Exercise inputs:
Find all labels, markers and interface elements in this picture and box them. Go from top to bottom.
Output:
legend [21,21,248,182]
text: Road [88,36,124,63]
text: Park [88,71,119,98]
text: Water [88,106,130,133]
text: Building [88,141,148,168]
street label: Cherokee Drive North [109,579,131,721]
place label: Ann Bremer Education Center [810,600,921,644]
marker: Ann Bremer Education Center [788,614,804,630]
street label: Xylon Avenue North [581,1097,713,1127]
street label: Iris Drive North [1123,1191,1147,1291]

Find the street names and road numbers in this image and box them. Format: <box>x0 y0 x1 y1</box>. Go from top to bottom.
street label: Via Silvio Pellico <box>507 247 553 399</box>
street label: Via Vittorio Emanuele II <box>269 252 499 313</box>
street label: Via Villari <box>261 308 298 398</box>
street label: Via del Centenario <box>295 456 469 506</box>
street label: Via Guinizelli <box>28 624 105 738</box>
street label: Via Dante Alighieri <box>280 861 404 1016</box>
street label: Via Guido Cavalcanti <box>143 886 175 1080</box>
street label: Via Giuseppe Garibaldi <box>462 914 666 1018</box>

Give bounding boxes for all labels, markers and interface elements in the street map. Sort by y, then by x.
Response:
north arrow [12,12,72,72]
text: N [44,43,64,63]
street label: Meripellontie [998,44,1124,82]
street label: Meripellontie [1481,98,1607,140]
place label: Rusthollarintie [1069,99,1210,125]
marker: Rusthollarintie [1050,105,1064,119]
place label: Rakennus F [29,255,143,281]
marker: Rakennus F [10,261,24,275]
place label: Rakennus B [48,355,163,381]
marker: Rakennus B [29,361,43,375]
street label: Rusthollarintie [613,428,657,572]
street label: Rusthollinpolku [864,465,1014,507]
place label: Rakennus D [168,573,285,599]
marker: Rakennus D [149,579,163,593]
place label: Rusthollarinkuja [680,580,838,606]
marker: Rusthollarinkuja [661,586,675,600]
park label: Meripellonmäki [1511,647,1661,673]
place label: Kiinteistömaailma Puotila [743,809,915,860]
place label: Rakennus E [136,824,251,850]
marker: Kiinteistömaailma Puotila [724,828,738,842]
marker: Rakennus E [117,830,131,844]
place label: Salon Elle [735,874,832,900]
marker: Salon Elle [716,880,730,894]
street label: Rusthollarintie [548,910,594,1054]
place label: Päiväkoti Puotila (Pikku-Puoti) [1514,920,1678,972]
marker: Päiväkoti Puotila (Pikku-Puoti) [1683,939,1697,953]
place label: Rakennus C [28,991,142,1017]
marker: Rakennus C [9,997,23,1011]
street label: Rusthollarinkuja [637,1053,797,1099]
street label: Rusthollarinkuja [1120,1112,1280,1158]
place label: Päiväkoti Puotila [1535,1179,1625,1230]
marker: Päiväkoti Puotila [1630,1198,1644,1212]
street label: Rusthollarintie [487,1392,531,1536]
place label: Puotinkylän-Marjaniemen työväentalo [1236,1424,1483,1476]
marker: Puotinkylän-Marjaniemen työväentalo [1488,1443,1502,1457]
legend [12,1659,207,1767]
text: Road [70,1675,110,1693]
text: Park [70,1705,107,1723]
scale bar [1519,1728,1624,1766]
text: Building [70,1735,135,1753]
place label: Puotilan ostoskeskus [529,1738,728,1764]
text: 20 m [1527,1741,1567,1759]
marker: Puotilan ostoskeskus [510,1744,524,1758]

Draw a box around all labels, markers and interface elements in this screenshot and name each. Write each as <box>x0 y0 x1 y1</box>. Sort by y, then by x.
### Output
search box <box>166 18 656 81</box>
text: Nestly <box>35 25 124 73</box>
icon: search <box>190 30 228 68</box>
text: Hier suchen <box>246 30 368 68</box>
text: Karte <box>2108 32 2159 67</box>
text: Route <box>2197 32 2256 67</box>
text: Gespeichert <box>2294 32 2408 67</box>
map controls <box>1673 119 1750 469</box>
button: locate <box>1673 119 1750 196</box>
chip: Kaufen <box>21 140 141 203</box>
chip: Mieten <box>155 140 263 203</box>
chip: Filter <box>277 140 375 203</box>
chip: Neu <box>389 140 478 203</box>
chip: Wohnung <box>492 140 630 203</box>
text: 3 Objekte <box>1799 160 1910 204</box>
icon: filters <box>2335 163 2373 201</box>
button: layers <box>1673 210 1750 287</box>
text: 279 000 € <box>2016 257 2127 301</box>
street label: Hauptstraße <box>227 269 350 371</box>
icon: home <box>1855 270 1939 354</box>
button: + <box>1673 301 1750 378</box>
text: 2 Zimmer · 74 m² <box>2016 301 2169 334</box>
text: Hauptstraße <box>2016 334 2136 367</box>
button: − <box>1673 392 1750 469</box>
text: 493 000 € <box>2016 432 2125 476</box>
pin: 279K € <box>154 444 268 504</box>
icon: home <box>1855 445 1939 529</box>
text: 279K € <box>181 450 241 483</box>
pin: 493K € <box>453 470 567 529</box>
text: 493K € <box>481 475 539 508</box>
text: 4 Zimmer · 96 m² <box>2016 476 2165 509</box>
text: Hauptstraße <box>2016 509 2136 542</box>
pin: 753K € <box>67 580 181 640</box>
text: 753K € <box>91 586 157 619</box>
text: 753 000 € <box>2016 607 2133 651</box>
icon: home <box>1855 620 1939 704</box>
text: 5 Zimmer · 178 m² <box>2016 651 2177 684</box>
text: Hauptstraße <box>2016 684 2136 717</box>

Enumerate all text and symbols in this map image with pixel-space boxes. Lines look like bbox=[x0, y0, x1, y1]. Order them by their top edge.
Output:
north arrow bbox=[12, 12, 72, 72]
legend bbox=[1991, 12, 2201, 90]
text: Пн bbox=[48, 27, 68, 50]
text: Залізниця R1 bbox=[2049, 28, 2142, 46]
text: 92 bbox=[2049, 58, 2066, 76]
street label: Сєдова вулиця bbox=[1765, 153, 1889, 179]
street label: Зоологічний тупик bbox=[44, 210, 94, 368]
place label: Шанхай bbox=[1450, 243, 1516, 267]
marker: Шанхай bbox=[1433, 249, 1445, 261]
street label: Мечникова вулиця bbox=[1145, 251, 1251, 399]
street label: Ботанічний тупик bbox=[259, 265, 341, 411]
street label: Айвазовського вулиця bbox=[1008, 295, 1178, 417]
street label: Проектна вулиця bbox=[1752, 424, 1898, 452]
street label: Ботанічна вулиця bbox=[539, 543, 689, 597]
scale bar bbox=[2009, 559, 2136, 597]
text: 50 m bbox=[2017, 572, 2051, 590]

What to work on:
Look for the word "from" in every line of the records. State how many lines contain it, and write only the number.

Task output:
2